Description of the task:
Set out the listing word for word. End with the line that contains "M547,582L576,585L572,620L543,617Z".

Data provided:
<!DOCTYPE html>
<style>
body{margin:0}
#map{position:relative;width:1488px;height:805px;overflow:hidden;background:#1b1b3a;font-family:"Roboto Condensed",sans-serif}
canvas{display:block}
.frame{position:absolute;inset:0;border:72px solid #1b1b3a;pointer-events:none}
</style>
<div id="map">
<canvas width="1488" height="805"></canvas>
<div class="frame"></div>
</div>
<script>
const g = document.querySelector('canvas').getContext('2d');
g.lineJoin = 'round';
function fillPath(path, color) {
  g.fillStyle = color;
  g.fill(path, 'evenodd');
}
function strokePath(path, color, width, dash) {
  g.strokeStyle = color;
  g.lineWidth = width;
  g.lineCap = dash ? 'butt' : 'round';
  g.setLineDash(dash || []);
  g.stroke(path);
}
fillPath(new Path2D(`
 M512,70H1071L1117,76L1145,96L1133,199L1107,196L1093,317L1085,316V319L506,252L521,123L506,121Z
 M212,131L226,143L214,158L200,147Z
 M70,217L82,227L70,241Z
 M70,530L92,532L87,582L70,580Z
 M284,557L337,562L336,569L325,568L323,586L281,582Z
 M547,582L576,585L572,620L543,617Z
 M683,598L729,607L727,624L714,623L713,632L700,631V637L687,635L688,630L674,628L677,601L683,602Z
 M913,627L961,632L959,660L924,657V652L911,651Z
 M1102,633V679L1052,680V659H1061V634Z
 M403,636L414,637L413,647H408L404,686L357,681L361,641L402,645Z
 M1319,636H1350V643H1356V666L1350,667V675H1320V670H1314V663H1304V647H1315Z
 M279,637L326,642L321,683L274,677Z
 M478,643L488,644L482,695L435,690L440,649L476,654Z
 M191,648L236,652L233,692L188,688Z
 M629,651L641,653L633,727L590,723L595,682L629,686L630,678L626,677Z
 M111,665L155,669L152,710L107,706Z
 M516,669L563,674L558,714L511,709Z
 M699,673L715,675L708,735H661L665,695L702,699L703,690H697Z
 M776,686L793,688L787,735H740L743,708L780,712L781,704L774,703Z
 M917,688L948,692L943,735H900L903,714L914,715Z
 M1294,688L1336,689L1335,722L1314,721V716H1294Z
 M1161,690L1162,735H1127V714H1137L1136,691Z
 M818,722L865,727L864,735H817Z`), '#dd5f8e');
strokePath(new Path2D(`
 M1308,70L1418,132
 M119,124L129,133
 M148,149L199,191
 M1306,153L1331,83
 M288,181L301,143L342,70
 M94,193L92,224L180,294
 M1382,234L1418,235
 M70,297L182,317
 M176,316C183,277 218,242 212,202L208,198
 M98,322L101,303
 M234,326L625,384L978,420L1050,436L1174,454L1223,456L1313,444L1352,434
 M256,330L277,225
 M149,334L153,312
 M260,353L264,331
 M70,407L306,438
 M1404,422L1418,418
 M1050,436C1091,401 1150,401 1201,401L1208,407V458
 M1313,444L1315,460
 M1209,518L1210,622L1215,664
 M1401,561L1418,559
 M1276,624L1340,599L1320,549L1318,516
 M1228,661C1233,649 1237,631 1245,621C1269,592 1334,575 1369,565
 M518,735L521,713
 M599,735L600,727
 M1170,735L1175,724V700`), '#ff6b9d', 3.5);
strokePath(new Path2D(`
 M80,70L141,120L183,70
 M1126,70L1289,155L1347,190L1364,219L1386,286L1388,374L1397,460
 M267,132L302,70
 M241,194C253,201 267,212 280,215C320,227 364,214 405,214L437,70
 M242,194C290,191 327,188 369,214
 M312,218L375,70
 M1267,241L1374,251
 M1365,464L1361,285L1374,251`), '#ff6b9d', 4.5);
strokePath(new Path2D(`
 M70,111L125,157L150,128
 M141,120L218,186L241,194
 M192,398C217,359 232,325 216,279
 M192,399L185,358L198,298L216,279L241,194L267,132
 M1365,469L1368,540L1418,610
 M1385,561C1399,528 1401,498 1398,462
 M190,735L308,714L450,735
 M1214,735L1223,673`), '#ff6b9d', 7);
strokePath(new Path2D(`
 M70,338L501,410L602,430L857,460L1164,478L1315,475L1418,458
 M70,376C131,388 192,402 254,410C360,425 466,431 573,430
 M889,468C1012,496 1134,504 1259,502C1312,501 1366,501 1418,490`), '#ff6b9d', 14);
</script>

Task response:
<!DOCTYPE html>
<style>
body{margin:0}
#map{position:relative;width:1488px;height:805px;overflow:hidden;background:#1b1b3a;font-family:"Roboto Condensed",sans-serif}
canvas{display:block}
.frame{position:absolute;inset:0;border:72px solid #1b1b3a;pointer-events:none}
</style>
<div id="map">
<canvas width="1488" height="805"></canvas>
<div class="frame"></div>
</div>
<script>
const g = document.querySelector('canvas').getContext('2d');
g.lineJoin = 'round';
function fillPath(path, color) {
  g.fillStyle = color;
  g.fill(path, 'evenodd');
}
function strokePath(path, color, width, dash) {
  g.strokeStyle = color;
  g.lineWidth = width;
  g.lineCap = dash ? 'butt' : 'round';
  g.setLineDash(dash || []);
  g.stroke(path);
}
fillPath(new Path2D(`
 M512,70H1071L1117,76L1145,96L1133,199L1107,196L1093,317L1085,316V319L506,252L521,123L506,121Z
 M212,131L226,143L214,158L200,147Z
 M70,217L82,227L70,241Z
 M70,530L92,532L87,582L70,580Z
 M284,557L337,562L336,569L325,568L323,586L281,582Z
 M547,582L576,585L572,620L543,617Z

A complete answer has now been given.